Печаль, о которой идет речь, не так уж глубока, она дает себе знать не в полную силу. Ее облако не похоже на черную тучу, оно напоминает скорее белесое марево, что кротко покоится в ущельях и котловинах. Мне приходилось видеть такую дымку, правда, из окошка самолета, потому что я не имею привычки шляться по горам и не испытываю желания взбираться на высокие вершины, чтобы оттуда любоваться туманом.

Из окна самолета все видно — если верить опять-таки автору одного романа, — видно, как на ладони.

Мне захотелось поставить крест на прошлом. Я постарался взять себя в руки и сказал, что с таким похоронным настроением только на концерт идти! Подойдя к окну, облокотился на подоконник и вновь предался созерцанию увеселительных катеров, что время от времени бороздили воды Сены. Я невольно засмотрелся на один такой пароходик, что скользил по реке, как во сне.

Но это занятие вскоре мне надоело. А может я просто внушил себе, что надоело, кто знает.

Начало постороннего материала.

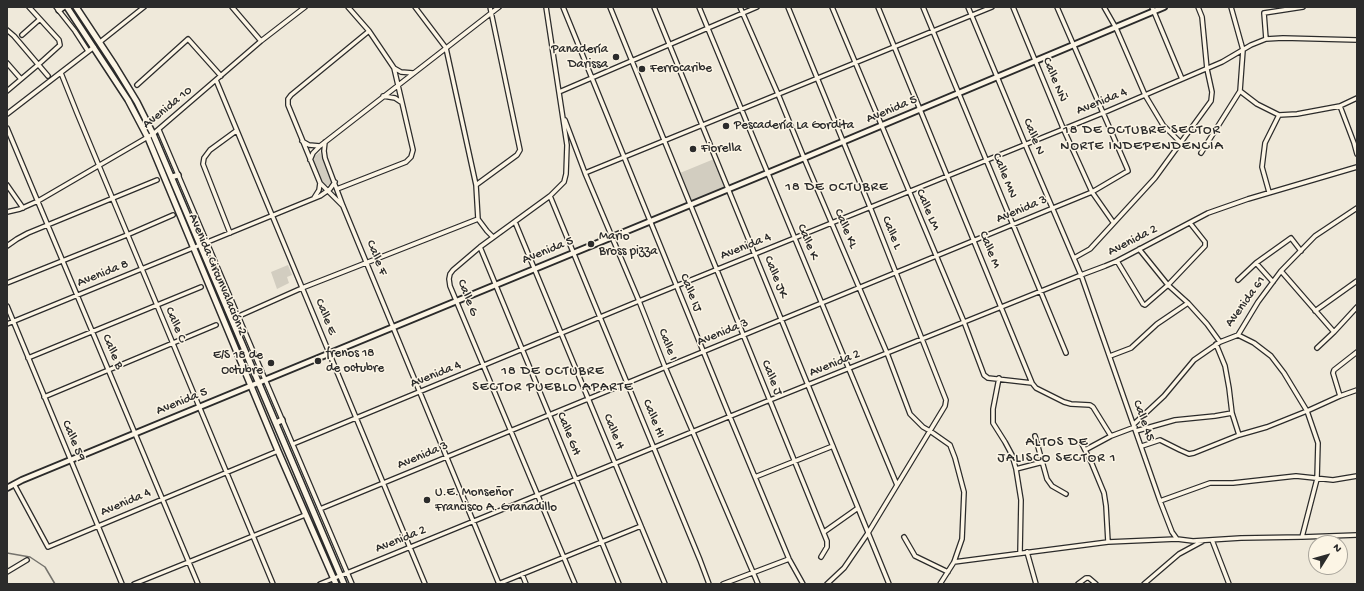 <!DOCTYPE html>
<meta charset="utf-8">
<style>
body{margin:0}
#map{position:relative;width:1364px;height:591px;overflow:hidden;background:#efe9da;font-family:"Gochi Hand",sans-serif}
canvas{display:block}
.frame{position:absolute;inset:0;border:8px solid #2b2b2b;pointer-events:none}
.north{position:absolute;left:1308px;top:535px;width:40px;height:40px;box-sizing:border-box;background:#fcf5e5;border:1px solid #a8a49b;border-radius:50%;rotate:53deg;font-size:11px;font-weight:700;line-height:16px;text-align:center;color:#2b2b2b}
.north::after{content:'';display:block;margin:auto;width:14px;height:18px;background:#2b2b2b;clip-path:polygon(50% 0,100% 100%,50% 72%,0 100%)}
</style>
<div id="map">
<canvas width="1364" height="591"></canvas>
<div class="frame"></div>
<div class="north">N</div>
</div>
<script>
const context = document.querySelector('canvas').getContext('2d');
context.lineJoin = 'round';
function paint(path, color) {
  context.fillStyle = color;
  context.fill(path, 'evenodd');
}
function shape(rows) {
  const path = new Path2D();
  for (const r of rows) {
    path.moveTo(r[0], r[1]);
    for (let i = 2; i < r.length; i += 2) path.lineTo(r[i], r[i + 1]);
  }
  return path;
}
function strokePath(path, color, width, dash) {
  context.strokeStyle = color;
  context.lineWidth = width;
  context.lineCap = dash ? 'butt' : 'round';
  context.setLineDash(dash || []);
  context.stroke(path);
}
function label(font, color, halo, rows, align = 'center') {
  context.font = font + ' "Gochi Hand",sans-serif';
  context.lineWidth = 3;
  context.setLineDash([]);
  context.textBaseline = 'middle';
  context.strokeStyle = halo;
  context.fillStyle = color;
  for (const [text, x, y, turn = 0] of rows) {
    context.save();
    context.translate(x, y);
    context.rotate((+turn || 0) * Math.PI / 180);
    context.textAlign = isNaN(turn) ? turn : align;
    if (halo) context.strokeText(text, 0, 0);
    context.fillText(text, 0, 0);
    context.restore();
  }
}
paint(shape([
 [320,152,333,184,324,186,312,158],
 [714,159,726,188,692,202,680,173],
 [288,265,292,275,287,277,289,283,277,289,271,272]
]), '#d2cdc0');
strokePath(shape([
 [7,553,30,557,45,567,55,584]
]), '#75736d', 1.5);
const minor = shape([
 [56,7,75,31,88,51],
 [232,7,261,41],
 [415,7,446,48,476,185,478,219,487,231,493,237],
 [546,7,567,145,566,174,564,182,550,196,480,247,453,270,450,274,449,279,450,286,575,584],
 [563,7,730,417,789,559,803,584],
 [610,7,827,541,827,547,821,557],
 [654,7,889,584],
 [699,7,897,485],
 [740,7,778,94,804,158,887,353,910,414,923,427,930,431,950,445,955,458,964,492,962,539,954,562,940,584],
 [788,7,870,207,946,400,945,406,868,533,844,568,827,584],
 [832,7,964,322,984,375,988,378,1032,383],
 [878,7,1032,383,1036,388,1064,402,1071,404,1090,405,1093,407,1111,436,1135,427],
 [923,7,1066,353],
 [968,7,1025,144,1081,275,1160,501,1172,532,1177,539,1193,541,1241,538,1302,537,1357,535],
 [1013,7,1063,128,1092,192,1113,222],
 [1104,7,1116,28,1145,95,1163,125,1180,142],
 [1152,7,1182,79],
 [7,30,14,36,48,76],
 [22,35,40,19],
 [1266,39,1264,13,1303,7],
 [100,42,144,7],
 [7,63,21,79],
 [394,68,401,72,413,73],
 [61,73,77,113,273,584],
 [216,80,425,584],
 [137,85,188,39,221,76],
 [7,91,39,64,60,45,59,40,29,7],
 [1240,91,1257,104,1279,115,1297,114,1340,106,1357,98],
 [559,92,757,7],
 [383,96,395,98,401,102],
 [1340,106,1354,143,1357,154],
 [7,114,94,47],
 [565,120,585,173,639,301,665,367,758,584],
 [7,128,198,584],
 [159,130,352,584],
 [302,141,309,145,320,146],
 [325,142,324,151,325,158,343,206,499,584],
 [1201,153,1240,91,1243,50,1231,7],
 [310,160,313,153,320,146,499,7],
 [585,173,992,7],
 [320,183,343,206],
 [7,185,23,208],
 [476,185,517,155,520,150,490,7],
 [337,189,406,162,411,157,413,150,394,68,369,31,348,7],
 [1269,192,1262,167,1265,143,1279,115],
 [550,196,700,560,709,584],
 [314,198,319,190,320,183,288,105,288,99,291,95,369,31],
 [7,212,20,209,38,201,153,134,261,41,305,7],
 [515,222,665,584],
 [230,233,203,164,204,158,210,150,236,131],
 [7,246,17,239,28,233,157,180],
 [480,247,619,584],
 [1139,249,1168,285,1188,303,1207,324,1220,342],
 [1074,258,1090,249,1155,178,1211,101,1212,92,1207,69,1202,17,1198,7],
 [1117,261,1143,304,1145,305,1168,285,1205,246,1205,242,1190,223],
 [1256,263,1273,282],
 [1281,271,1334,332],
 [1238,280,1256,263,1291,238,1301,251],
 [7,283,127,235,173,215],
 [7,306,122,584],
 [1315,311,1357,281],
 [239,316,302,288,478,219],
 [7,324,320,196,330,189,335,182],
 [1238,335,1254,343,1271,356,1284,373,1307,411,1318,443,1317,479,1302,537],
 [1216,344,1225,366,1229,388,1232,413,1239,435],
 [1317,348,1334,332,1357,307],
 [1110,356,1131,348,1157,324,1188,303],
 [28,358,201,287],
 [999,378,993,409,993,423,1005,442,1012,455,1016,469,1021,500,1020,553],
 [1340,396,1333,373,1334,370,1357,352],
 [44,397,216,325],
 [1134,424,1164,396,1194,360,1220,342,1238,335,1258,302,1281,271,1315,236,1357,208],
 [1136,431,1175,420,1215,416,1232,413],
 [1035,436,1047,479,1052,486,1066,494],
 [1081,442,1092,464,1104,493,1106,506,1108,542],
 [293,444,639,301,1103,113,1222,62,1251,45,1266,39,1283,38,1357,40],
 [1142,446,1160,440,1180,450,1189,454,1194,453,1239,435,1267,427,1307,411,1340,396,1357,390],
 [1085,450,1111,436],
 [1016,469,1043,462],
 [755,477,833,446],
 [14,484,48,547,278,451],
 [1160,501,1210,483,1233,483,1296,476,1333,480,1357,476],
 [320,509,1092,192,1126,172,1128,171,1127,168,1057,7],
 [824,532,858,508],
 [904,537,915,556,948,572],
 [1212,540,1229,584],
 [1027,552,1036,584],
 [954,562,1108,542,1177,539],
 [7,572,27,560],
 [522,574,526,584],
 [134,584,305,515],
 [320,584,770,400,1081,275,1105,266,1117,261,1208,213,1248,199,1357,167],
 [498,584,641,526],
 [723,584,789,559],
 [1078,584,1086,578,1089,578,1096,584],
 [1144,584,1179,554,1203,541]
]);
const tertiary = shape([
 [7,488,22,480,804,158,1164,7]
]);
const secondary = shape([
 [67,7,128,100,148,138,278,451,336,584],
 [76,7,115,66,137,102,153,134,344,584],
 [59,10,63,7],
 [172,177,178,175],
 [276,423,282,420]
]);
strokePath(minor, '#2b2b2b', 6);
strokePath(tertiary, '#2b2b2b', 8);
strokePath(secondary, '#2b2b2b', 8);
strokePath(minor, '#fcf5e5', 3.5);
strokePath(tertiary, '#fcf5e5', 4.5);
strokePath(secondary, '#fcf5e5', 5);
for (const [x, y, r, color] of [
 [616,57,4,"#2b2b2b"],
 [642,69,4,"#2b2b2b"],
 [726,126,4,"#2b2b2b"],
 [693,149,4,"#2b2b2b"],
 [591,244,4,"#2b2b2b"],
 [318,361,4,"#2b2b2b"],
 [271,363,4,"#2b2b2b"],
 [427,500,4,"#2b2b2b"]
]) {
  const dot = new Path2D();
  dot.arc(x, y, r, 0, 2 * Math.PI);
  context.fillStyle = color;
  context.fill(dot);
  strokePath(dot, '#fcf5e5', 1.5);
}
label('13px', '#2b2b2b', '#fcf5e5', [
 ["Panadería",608,50,"right"],
 ["Darissa",608,65,"right"],
 ["Ferrocaribe",650,69],
 ["Pescadería La Gordita",734,126],
 ["Fiorella",701,149],
 ["Mario",599,237],
 ["Bross pizza",599,252],
 ["frenos 18",326,354],
 ["de octubre",326,369],
 ["E/S 18 de",263,356,"right"],
 ["Octubre",263,371,"right"],
 ["U.E. Monseñor",435,493],
 ["Francisco A. Granadillo",435,508]
], 'left');
label('13px', '#2b2b2b', '#fcf5e5', [
 ["Calle NÑ",1054,80,68],
 ["Avenida 4",1102,102,-22],
 ["Avenida 10",168,108,-39],
 ["Avenida 5",892,110,-23],
 ["Calle N",1033,137,68],
 ["Calle MN",1004,176,68],
 ["Calle LM",927,210,67],
 ["Avenida 3",1022,210,-23],
 ["Calle KL",845,229,67],
 ["Calle L",891,233,68],
 ["Avenida 2",1133,241,-27],
 ["Calle K",807,242,67],
 ["Avenida 4",746,247,-22],
 ["Calle M",989,250,68],
 ["Avenida 5",548,251,-22],
 ["Calle F",376,258,68],
 ["Avenida 8",103,274,-22],
 ["Avenida Circunvalación 2",217,275,67],
 ["Calle JK",775,277,68],
 ["Calle IJ",690,293,68],
 ["Calle G",467,298,69],
 ["Avenida 61",1246,302,-54],
 ["Calle E",325,317,68],
 ["Calle C",175,325,67],
 ["Avenida 3",723,333,-22],
 ["Calle I",667,345,69],
 ["Calle B",112,352,67],
 ["Avenida 2",835,364,-22],
 ["Avenida 4",436,375,-22],
 ["Calle J",771,378,68],
 ["Avenida 5",182,402,-22],
 ["Calle HI",653,419,68],
 ["Calle 45",1143,421,70],
 ["Calle H",613,432,68],
 ["Calle GH",568,434,68],
 ["Calle 59",73,441,67],
 ["Avenida 3",423,456,-23],
 ["Avenida 4",126,503,-23],
 ["Avenida 2",401,540,-22]
]);
context.letterSpacing = '1px';
label('14px', '#2b2b2b', '#fcf5e5', [
 ["18 DE OCTUBRE SECTOR",1142,131],
 ["NORTE INDEPENDENCIA",1142,147],
 ["18 DE OCTUBRE",837,188],
 ["18 DE OCTUBRE",553,372],
 ["SECTOR PUEBLO APARTE",553,388],
 ["ALTOS DE",1057,443],
 ["JALISCO SECTOR 1",1057,459]
]);
context.letterSpacing = '0px';
</script>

Я пошел в ванную и принял горячий душ — люблю горячую воду! — а потом придирчиво стал осматривать свои галстуки. Отобрал один, в котором можно было пойти, скажем, в театр, хотя о театре я, откровенно говоря не думал. И все-таки я остановил выбор на самом парадном галстуке — вишнево-красного цвета с двумя ярко-желтыми полосками… Что ж, у каждого свой вкус! Яким Давидов на моем месте выбрал бы темно-синий в мелких серебристых кружочках. Чтоб было и солидно, и серьезно!

Потом я позвал коридорного и попросил купить мне белую рубаху с крахмальным воротничком. У моих сорочек воротнички были простые, не накрахмаленные.

К шести часам я в последний раз посмотрелся в зеркало, поправил уголок белого платочка, выглядывающего из нагрудного кармана пиджака, и сказал себе, что все идет отлично. Потом взял в руки пригласительный билет и прочел названия улицы и зала, где должен состояться концерт.